Após participar da cúpula no Paraguai, Lula visitará Arce em Santa Cruz de La Sierra para se solidarizar e tentar mediar a disputa interna entre ele e seu ex-padrinho, o ex-presidente Evo Morales.
Além da disputa com Milei, o petista enfrenta reclamações recorrentes dos uruguaios, que posteriormente assumem a presidência interina. O presidente do Uruguai, Luis Lacalle Pou, quer avançar com um acordo comercial com a China, mesmo que unilateralmente, e Lula tenta manter esse ímpeto.
“Não temos problemas em abrir negociações com a China, se os cinco países estiverem juntos, com todas as dificuldades que isso implicará”, disse Padovan. “Se houver interesse, estamos preparados para discutir”, acrescentou o embaixador Francisco Cannabrava, diretor do Departamento do Mercosul.

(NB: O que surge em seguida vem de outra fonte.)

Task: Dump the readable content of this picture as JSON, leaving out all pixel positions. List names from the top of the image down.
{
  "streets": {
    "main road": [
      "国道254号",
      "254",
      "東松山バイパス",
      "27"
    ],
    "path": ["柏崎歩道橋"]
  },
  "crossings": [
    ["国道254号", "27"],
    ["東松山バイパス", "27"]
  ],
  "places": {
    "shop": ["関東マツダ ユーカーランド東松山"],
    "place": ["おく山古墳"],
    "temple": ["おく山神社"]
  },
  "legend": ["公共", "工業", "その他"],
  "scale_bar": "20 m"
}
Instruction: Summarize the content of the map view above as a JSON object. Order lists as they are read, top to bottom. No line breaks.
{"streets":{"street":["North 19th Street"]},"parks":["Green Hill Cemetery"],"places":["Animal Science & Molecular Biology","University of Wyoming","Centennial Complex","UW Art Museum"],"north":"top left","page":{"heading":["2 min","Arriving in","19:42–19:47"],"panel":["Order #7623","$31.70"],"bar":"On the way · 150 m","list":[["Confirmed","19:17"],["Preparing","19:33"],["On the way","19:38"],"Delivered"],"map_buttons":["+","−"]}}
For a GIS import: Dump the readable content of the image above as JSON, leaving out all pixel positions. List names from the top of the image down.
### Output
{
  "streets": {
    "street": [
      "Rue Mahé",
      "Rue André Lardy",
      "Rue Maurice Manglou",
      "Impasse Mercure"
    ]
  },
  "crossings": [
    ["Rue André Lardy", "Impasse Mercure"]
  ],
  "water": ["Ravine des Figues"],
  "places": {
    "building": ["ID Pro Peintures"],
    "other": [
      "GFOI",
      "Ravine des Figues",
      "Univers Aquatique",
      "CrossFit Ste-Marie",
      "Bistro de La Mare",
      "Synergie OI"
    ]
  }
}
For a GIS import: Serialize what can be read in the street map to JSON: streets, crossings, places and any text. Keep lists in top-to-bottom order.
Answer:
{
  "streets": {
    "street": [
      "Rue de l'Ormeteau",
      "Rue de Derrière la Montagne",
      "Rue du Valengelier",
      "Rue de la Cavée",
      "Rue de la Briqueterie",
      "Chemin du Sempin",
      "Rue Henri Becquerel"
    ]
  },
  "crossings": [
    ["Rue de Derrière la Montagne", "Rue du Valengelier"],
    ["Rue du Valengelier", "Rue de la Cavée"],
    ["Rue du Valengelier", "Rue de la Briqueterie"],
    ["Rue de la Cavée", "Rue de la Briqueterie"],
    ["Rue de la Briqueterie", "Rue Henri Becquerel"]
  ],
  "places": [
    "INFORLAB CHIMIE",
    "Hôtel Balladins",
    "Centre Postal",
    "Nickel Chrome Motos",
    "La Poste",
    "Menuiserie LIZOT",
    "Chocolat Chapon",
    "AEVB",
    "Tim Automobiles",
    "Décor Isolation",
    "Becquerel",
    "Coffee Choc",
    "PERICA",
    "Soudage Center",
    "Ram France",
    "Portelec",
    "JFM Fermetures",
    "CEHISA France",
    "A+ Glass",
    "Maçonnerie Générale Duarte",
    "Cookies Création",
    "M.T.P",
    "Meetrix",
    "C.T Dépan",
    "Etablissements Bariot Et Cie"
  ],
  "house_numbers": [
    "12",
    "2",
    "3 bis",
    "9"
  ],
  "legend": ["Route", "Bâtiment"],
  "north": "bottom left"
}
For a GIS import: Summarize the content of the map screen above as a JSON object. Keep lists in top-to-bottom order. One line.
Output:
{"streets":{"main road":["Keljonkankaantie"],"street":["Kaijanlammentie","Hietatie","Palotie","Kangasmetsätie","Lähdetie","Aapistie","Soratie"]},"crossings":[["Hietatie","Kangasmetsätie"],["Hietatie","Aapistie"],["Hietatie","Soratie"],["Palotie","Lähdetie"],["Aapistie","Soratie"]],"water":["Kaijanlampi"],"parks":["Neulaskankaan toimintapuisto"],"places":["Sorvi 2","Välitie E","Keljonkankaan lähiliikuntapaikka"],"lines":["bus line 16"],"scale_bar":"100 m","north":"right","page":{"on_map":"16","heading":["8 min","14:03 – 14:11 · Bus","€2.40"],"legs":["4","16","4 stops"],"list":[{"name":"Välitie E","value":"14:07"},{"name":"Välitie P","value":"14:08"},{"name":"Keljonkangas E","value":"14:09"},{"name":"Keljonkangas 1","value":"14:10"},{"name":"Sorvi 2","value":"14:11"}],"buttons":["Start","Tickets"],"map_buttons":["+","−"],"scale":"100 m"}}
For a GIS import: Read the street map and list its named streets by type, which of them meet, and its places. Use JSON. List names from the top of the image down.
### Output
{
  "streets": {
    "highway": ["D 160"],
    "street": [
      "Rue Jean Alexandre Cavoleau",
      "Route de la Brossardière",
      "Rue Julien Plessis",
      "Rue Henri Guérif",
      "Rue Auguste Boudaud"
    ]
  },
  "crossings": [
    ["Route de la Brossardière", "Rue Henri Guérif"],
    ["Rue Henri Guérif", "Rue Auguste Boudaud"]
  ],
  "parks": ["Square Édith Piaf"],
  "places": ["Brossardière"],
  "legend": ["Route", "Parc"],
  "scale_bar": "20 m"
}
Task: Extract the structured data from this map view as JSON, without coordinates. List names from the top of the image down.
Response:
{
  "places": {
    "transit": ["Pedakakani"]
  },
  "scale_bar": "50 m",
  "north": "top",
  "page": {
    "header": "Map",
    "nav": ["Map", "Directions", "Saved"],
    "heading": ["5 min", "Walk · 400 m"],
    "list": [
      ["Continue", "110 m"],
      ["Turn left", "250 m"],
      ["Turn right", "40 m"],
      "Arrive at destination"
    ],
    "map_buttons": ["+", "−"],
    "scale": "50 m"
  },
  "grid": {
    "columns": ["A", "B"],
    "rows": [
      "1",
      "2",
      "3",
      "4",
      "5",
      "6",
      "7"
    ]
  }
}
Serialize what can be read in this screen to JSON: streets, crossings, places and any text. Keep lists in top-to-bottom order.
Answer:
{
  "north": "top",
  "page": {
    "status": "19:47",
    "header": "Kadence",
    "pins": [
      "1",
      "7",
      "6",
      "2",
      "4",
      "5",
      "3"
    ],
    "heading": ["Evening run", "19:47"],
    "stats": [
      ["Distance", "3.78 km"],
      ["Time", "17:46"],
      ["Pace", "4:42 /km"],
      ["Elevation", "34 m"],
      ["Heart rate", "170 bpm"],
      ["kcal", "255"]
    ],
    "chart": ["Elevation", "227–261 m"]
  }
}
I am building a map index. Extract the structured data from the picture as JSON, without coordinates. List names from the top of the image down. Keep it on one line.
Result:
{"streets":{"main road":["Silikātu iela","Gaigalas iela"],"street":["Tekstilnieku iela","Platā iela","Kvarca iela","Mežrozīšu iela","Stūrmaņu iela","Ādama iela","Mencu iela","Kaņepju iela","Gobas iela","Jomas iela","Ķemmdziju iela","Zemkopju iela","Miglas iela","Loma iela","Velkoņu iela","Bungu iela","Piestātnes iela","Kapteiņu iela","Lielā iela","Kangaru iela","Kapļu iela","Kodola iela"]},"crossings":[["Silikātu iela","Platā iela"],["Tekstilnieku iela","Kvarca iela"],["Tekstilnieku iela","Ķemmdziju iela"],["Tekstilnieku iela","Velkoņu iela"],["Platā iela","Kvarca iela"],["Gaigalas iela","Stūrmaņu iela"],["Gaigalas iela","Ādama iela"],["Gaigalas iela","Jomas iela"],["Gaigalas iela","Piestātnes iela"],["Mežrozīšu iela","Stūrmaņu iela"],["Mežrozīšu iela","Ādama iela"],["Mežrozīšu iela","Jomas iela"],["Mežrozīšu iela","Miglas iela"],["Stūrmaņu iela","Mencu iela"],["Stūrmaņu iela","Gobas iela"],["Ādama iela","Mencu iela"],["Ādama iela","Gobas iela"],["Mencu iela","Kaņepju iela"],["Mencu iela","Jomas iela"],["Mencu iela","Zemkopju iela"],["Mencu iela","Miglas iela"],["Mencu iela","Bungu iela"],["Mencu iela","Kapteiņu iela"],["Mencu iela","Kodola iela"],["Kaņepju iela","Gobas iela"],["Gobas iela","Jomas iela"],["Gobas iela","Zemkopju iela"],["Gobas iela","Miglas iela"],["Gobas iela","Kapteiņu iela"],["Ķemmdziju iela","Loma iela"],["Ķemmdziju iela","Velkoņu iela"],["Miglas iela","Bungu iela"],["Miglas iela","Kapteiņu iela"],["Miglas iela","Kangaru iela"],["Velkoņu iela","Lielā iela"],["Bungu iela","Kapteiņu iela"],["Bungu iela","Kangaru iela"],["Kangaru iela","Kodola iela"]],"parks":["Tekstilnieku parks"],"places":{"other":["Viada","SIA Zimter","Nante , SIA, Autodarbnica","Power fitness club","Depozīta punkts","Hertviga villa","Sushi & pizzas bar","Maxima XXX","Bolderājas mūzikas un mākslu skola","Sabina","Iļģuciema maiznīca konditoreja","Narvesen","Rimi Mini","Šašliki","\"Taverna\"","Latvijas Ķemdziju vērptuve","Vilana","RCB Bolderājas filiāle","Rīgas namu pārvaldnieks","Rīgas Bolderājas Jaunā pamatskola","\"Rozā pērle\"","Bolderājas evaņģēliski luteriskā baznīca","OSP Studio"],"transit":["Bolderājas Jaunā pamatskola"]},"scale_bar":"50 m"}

Embora a Casa Rosada negue relação de causa e efeito, a briga pública entre Lula e Milei poderia ter um novo capítulo caso eles se conhecessem pessoalmente na capital paraguaia. A ausência do argentino também levanta novas dúvidas sobre a falta de prioridade política e as intenções de seu governo com o bloco
Durante sua campanha eleitoral, Milei ameaçou retirar a Argentina do Mercosul. Ele acusou o grupo de prejudicar seus membros e de criar distorções comerciais.
Nos primeiros meses de seu governo, porém, os representantes argentinos deram sinais de que se concentrariam na negociação de acordos comerciais com outros países e blocos, de forma conjunta, que pudessem modernizar o Mercosul.
O anfitrião paraguaio, Santiago Penã, chegou a indicar que tentaria criar um meio-campo entre Lula e Milei. Apesar de sua visão ideológica de direita, tende a ser o mais pragmático e simpático a Lula entre os atuais presidentes do Cone Sul, o que é atribuído à profunda relevância da relação econômica e energética, via usina de Itaipu Binacional.
Os países renegociam parte do tratado relativa às condições de venda e utilização da energia elétrica gerada.
“Quero estar na lista dos que querem trabalhar pela integração”, disse o paraguaio. Os anfitriões também convidaram representantes da Venezuela. O Itamaraty, porém, informou que não havia representantes de Caracas credenciados para atividades no Porto de Assunção, que foi reformado para receber atividades do Mercosul.
Os países também discutem áreas de controlo integrado de fronteiras e barreiras ao comércio intra-bloco. Os Ministros das Relações Exteriores assinam acordo de coprodução cinematográfica e audiovisual, além de acordo de complementação financeira e técnica entre Mercosul e Fonplata (Fundo Financeiro para o Desenvolvimento da Bacia do Prata).
A cooperação se dará por meio do Fundo de Convergência Estrutural do Mercosul (Focem), que dispõe de US$ 160 milhões em caixa para projetos.